Activists questioned the unpreparedness on part of authorities. Wildlife conservationist and activist Joseph Hoover said, “Dry weather, strong winds and the hilly terrain – all these factors are making it worse. But on top of that, the lack of preparedness is visible. There is no conservator of forests here, we have a field director. He is not there at the spot, so we can expect these kinds of things to happen.”
“These fires have been going on for the last month in small scales in Kundike, which is a very dry, shrubby area. With the warning signs, they should have been prepared for further eventualities,” he said.

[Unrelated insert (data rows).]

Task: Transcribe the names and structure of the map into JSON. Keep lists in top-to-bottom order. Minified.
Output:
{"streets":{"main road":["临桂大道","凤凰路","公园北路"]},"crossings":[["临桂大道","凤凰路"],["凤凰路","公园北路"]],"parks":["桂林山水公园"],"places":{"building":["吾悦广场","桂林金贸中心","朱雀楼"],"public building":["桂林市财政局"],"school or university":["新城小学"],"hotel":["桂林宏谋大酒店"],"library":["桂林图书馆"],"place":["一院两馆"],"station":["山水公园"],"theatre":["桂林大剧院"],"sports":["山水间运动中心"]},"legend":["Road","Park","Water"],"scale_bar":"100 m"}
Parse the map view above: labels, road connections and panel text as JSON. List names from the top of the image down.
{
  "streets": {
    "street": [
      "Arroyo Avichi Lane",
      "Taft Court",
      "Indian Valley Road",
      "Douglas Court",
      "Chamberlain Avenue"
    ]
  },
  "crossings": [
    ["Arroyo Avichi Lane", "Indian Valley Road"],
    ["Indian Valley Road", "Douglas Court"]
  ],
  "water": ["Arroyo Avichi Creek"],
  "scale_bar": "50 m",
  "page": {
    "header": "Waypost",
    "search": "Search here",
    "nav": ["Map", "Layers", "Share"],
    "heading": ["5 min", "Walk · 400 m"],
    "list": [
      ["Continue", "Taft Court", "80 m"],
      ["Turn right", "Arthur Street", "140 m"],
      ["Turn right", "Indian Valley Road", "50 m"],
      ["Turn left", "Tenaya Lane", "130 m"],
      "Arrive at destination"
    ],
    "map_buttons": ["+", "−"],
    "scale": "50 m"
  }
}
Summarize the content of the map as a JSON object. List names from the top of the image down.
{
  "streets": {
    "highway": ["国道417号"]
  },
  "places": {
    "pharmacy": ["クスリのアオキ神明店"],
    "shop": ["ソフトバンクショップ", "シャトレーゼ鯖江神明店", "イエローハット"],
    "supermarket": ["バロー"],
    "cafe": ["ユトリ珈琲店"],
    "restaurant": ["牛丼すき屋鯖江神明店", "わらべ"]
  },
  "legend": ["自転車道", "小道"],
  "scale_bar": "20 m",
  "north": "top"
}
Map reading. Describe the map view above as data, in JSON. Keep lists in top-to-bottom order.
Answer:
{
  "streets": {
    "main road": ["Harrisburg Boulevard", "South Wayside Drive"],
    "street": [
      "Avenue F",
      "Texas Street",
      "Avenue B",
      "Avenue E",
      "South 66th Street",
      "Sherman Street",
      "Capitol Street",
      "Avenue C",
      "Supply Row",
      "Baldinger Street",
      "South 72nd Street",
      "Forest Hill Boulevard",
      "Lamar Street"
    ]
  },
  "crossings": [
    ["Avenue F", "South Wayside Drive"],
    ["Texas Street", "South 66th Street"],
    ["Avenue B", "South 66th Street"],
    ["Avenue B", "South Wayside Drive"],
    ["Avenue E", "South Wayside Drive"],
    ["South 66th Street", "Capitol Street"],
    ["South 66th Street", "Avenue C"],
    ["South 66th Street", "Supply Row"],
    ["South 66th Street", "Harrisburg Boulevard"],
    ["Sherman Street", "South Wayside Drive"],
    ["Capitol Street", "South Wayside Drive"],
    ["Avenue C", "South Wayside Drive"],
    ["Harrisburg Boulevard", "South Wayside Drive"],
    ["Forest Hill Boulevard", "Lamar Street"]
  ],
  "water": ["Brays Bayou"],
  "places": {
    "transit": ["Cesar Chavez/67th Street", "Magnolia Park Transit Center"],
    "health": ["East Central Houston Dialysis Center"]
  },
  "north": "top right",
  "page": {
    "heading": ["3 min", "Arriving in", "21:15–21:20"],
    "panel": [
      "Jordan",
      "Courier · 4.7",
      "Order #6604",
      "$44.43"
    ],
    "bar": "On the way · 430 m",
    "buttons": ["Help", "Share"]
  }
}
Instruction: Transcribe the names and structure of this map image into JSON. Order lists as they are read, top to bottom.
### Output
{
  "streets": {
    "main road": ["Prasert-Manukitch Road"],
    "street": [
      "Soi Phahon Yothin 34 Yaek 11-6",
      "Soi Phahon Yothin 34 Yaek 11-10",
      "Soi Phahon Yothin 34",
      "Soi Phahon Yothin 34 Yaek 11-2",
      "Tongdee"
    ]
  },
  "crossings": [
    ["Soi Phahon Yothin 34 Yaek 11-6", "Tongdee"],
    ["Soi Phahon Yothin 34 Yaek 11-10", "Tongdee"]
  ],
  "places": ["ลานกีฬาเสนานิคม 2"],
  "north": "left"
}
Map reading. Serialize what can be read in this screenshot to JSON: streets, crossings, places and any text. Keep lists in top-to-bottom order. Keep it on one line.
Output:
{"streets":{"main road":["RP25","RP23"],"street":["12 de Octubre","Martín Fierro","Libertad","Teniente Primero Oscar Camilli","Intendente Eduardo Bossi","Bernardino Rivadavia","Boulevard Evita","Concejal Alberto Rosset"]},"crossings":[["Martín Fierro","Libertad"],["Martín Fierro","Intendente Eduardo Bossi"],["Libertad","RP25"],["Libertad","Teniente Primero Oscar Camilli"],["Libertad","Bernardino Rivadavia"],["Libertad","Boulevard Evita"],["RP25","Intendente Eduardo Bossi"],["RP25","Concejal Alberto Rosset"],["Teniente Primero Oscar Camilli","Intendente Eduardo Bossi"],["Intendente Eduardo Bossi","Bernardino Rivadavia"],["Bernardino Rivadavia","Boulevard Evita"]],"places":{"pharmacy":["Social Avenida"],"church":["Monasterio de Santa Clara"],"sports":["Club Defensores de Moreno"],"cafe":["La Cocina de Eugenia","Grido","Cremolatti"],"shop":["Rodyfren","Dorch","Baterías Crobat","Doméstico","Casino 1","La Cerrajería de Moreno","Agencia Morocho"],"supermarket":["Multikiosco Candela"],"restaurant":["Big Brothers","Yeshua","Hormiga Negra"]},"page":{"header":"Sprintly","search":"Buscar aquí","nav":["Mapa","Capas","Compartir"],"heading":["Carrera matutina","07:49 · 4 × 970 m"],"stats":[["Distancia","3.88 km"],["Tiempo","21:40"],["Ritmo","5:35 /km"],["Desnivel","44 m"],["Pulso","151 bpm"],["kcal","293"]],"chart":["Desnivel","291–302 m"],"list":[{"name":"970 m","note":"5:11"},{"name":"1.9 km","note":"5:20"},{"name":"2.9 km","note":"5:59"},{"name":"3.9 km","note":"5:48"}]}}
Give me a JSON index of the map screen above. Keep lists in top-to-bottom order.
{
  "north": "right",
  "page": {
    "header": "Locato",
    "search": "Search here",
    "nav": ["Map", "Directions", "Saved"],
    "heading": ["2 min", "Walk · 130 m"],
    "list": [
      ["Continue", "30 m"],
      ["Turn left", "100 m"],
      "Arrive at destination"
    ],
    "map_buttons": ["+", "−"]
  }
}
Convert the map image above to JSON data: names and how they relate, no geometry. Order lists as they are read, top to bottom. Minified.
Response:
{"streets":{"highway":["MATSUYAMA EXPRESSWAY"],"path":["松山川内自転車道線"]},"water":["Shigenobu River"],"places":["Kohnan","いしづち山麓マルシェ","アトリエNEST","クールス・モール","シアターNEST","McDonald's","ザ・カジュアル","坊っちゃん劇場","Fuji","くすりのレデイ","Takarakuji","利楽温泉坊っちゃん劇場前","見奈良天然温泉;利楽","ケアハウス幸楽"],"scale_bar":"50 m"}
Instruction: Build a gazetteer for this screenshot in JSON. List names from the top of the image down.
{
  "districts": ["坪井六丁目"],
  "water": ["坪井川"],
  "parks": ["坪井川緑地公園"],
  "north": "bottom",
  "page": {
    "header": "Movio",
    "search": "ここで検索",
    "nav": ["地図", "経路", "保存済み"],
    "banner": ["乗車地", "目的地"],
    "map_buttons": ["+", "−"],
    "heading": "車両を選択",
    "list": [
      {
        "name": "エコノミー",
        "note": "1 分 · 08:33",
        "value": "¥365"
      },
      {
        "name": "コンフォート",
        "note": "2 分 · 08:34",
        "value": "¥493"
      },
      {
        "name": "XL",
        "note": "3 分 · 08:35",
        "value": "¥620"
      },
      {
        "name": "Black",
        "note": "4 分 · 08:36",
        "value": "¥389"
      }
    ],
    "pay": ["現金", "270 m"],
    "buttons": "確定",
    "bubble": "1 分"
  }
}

Besides the immediate damage caused by the fire, major point of concern is the long-term impact on the forest. If there are big shade-giving trees, then proliferation of lantana is contained. The ground will most probably be covered by epatorium, lantana, and similar weeds that are not edible for herbivore animals. Frequent fires also lead to degradation of habitats as they inhibit regeneration of forests.
Warning For Travelers
Authorities suspended safari after the outbreak of fire near the tourism zone and the reception area in the Bandipur range. Vehicular movement was severely affected on the national highway connecting Mysuru and Ooty, and cutting through the national park. Bus services were suspended to Gopalaswamy Betta which draws huge number of visitors on weekends and holidays.
The vehicles were stuck from Melkamanahalli, which is the check-post from where the boundary of the tiger reserve commences.
Sufferings Of Wildlife
While forest fire cause huge damage to land, wildlife has to bear the worst suffering. Forest fires are devastating for wildlife. While many large animals are able to escape, slower moving species get killed as they fail to run away. Inhalation of various toxic chemicals causes death of many animals while oxygen depravation is another cause of death.
About Bandipur Tiger Reserve
Located at the tri-junction area of Karnataka, Kerala and Tamil Nadu, the Bandipur Tiger Reserve is spread across 5,52,000 hectares along with the Nagarahole National Park and the Wayanad Wildlife Sanctuary. Home to vulnerable species like gaurs, tigers, elephants, and Indian rock pythons, it is one of India’s ecologically diverse regions.
Bandipur had experienced major fires in 2012 destroying 1,000 hectares and again witnessed a fire in 2017 gutting 2,000 hectares.